Find every line in the records below that holds the word "side", and copy each one.
== == ==
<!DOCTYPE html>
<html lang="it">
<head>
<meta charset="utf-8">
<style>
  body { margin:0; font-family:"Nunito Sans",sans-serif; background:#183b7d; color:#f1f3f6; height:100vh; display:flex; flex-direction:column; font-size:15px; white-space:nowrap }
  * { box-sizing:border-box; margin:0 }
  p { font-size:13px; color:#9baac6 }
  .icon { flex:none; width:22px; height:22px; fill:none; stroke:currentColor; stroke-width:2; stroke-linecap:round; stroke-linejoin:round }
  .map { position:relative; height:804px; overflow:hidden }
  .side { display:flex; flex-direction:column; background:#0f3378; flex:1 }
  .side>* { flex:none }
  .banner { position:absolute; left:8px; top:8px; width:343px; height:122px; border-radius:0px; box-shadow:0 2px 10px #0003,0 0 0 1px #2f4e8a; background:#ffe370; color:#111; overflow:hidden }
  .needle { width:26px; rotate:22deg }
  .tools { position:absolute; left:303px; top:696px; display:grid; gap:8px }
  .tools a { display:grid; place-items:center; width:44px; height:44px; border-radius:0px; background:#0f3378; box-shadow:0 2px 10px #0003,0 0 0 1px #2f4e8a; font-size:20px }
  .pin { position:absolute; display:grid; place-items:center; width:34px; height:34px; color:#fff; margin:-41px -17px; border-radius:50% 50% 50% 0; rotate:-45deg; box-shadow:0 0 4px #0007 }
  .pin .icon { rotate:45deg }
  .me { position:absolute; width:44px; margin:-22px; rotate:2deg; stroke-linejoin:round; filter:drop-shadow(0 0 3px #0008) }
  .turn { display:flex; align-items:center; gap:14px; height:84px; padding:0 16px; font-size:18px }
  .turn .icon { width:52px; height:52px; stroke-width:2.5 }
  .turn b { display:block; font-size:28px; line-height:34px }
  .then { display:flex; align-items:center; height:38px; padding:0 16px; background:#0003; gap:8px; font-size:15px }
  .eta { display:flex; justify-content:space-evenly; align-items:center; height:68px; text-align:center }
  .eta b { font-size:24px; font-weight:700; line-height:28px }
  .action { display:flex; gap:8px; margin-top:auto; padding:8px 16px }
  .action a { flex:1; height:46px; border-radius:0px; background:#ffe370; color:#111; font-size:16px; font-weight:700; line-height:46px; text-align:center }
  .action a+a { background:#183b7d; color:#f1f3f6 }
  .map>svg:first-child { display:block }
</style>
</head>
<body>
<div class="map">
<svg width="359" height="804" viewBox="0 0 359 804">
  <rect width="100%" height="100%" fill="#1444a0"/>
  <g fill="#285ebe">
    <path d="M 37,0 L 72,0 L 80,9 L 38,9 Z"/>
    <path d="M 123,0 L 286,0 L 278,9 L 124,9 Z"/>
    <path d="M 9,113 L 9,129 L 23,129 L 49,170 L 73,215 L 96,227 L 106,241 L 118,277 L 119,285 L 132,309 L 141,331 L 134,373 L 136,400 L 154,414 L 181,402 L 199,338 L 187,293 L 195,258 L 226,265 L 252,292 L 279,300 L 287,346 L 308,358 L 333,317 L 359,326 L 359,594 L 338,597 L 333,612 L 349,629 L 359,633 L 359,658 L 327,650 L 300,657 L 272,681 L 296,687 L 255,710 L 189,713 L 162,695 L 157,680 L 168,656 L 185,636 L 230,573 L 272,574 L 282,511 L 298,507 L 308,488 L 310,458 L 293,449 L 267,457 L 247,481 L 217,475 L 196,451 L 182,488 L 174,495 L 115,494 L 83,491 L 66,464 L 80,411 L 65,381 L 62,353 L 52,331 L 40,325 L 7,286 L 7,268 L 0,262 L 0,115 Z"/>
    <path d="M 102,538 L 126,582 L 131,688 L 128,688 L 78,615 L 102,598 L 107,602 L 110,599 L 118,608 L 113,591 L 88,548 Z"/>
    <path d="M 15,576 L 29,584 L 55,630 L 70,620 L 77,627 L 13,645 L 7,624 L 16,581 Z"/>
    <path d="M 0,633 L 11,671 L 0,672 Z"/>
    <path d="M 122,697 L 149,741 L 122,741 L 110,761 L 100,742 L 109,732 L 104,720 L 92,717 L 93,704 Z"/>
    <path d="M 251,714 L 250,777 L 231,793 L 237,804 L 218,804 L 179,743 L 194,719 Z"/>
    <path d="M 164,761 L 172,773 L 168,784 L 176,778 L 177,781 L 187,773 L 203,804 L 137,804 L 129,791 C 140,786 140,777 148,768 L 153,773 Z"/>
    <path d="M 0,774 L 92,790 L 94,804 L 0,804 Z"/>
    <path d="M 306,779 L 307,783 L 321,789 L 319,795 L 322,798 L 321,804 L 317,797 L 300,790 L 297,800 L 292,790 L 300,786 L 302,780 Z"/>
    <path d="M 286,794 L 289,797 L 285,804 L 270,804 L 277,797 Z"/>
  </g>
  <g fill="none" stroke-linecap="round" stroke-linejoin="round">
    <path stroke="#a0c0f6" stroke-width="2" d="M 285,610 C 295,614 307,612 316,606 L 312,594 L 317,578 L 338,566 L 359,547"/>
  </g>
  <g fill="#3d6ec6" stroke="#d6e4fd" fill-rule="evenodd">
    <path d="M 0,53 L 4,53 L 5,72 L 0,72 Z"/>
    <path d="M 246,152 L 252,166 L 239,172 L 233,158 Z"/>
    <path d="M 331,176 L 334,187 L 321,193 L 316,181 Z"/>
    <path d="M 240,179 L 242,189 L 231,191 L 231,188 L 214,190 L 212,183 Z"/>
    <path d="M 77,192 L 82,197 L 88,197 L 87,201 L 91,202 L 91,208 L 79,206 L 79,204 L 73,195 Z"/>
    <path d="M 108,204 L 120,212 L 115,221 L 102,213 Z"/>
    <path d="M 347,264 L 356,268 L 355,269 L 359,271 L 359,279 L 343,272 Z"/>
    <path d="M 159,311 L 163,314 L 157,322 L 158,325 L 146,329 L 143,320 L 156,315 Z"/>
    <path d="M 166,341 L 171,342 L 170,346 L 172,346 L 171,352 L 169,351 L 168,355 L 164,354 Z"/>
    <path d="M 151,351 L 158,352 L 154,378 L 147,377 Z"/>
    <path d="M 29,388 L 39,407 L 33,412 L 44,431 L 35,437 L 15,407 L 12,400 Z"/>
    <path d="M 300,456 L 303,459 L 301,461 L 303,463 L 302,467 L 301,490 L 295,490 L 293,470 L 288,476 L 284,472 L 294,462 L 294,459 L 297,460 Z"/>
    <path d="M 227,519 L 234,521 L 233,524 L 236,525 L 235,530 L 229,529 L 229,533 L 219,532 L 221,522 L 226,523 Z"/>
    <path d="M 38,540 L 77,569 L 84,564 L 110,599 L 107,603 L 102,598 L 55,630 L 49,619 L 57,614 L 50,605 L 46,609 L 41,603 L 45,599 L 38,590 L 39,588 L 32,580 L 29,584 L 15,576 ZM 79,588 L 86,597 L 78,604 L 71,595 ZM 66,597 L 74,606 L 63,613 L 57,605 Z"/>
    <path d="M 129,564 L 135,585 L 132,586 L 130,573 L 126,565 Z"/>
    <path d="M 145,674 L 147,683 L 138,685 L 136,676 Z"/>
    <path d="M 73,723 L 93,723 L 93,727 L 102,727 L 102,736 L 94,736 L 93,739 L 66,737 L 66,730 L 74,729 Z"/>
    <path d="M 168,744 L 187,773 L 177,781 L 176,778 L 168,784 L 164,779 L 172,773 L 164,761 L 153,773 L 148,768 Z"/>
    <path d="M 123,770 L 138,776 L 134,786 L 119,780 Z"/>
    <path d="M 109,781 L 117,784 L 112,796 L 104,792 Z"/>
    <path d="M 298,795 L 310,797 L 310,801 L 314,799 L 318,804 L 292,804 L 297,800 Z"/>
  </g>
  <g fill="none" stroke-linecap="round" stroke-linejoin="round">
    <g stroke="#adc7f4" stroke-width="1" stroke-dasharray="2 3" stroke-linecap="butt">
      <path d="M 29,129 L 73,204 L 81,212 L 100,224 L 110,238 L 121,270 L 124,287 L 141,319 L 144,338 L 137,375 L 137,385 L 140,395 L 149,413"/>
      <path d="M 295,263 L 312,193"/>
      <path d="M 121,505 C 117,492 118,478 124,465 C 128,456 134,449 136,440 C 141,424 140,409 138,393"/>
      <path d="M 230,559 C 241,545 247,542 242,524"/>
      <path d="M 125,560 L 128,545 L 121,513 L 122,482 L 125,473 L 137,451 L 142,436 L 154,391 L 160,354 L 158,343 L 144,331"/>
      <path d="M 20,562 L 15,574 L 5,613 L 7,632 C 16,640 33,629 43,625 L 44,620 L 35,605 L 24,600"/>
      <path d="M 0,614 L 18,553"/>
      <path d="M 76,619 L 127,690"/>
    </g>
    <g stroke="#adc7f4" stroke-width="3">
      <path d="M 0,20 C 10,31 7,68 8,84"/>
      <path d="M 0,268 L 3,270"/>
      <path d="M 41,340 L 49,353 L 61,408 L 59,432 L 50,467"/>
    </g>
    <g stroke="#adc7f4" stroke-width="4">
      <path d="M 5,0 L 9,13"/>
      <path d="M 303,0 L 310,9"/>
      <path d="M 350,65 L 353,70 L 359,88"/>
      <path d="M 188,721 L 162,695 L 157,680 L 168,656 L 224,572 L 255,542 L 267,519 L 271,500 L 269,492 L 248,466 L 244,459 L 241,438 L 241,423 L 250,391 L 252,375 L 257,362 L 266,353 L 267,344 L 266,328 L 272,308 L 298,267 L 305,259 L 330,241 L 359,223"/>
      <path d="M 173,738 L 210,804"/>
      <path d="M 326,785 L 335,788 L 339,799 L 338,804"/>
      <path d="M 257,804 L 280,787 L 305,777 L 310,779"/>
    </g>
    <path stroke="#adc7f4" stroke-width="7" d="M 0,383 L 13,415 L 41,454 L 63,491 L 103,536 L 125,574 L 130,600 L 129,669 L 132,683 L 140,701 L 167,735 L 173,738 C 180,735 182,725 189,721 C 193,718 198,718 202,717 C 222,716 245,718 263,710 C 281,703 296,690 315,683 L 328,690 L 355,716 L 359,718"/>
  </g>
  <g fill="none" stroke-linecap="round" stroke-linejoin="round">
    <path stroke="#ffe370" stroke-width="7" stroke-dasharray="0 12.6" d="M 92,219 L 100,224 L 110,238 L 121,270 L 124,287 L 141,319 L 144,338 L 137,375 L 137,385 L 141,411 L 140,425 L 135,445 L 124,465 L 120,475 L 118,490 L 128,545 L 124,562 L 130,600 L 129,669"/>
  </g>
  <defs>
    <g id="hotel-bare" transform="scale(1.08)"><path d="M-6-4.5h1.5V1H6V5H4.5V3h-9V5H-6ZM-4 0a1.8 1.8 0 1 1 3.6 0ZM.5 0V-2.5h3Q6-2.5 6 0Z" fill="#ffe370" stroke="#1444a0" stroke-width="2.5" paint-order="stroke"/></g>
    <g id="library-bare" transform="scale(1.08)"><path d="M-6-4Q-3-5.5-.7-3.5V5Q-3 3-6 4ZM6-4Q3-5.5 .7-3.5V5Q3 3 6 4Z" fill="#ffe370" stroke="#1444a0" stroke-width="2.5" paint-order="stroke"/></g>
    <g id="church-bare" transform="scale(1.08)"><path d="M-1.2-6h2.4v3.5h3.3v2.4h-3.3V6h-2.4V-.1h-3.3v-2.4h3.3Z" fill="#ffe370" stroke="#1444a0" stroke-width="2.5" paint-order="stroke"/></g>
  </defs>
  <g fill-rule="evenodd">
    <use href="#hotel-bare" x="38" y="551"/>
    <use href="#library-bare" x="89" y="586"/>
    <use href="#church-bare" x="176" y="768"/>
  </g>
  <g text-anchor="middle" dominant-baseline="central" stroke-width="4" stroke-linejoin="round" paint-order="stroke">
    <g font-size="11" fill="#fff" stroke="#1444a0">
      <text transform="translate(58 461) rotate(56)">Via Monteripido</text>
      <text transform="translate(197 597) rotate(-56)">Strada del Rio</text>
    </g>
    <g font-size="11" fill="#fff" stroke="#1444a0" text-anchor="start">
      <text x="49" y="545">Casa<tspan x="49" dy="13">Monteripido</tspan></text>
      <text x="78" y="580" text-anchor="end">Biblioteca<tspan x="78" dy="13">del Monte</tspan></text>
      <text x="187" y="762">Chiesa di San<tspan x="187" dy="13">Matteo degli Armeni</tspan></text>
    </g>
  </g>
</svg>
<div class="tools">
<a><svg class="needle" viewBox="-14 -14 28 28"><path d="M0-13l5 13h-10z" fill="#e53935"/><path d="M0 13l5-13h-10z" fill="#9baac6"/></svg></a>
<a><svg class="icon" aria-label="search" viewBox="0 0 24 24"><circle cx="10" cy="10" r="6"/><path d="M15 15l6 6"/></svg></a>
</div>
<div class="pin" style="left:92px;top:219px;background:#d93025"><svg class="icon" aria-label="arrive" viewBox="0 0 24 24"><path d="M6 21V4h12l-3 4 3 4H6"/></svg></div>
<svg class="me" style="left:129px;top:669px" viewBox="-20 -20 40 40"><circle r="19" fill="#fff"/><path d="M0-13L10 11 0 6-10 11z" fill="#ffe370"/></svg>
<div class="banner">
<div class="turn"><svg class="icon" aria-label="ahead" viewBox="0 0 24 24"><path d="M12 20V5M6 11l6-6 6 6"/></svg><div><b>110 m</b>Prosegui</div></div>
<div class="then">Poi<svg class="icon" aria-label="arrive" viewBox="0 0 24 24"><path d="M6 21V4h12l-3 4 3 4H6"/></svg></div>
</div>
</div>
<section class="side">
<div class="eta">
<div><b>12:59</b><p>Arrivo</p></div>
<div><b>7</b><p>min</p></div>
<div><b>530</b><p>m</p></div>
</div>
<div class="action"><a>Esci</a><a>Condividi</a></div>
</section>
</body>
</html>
== == ==
== ANSWER TO THE PROBLEM ==
  .side { display:flex; flex-direction:column; background:#0f3378; flex:1 }
  .side>* { flex:none }
<section class="side">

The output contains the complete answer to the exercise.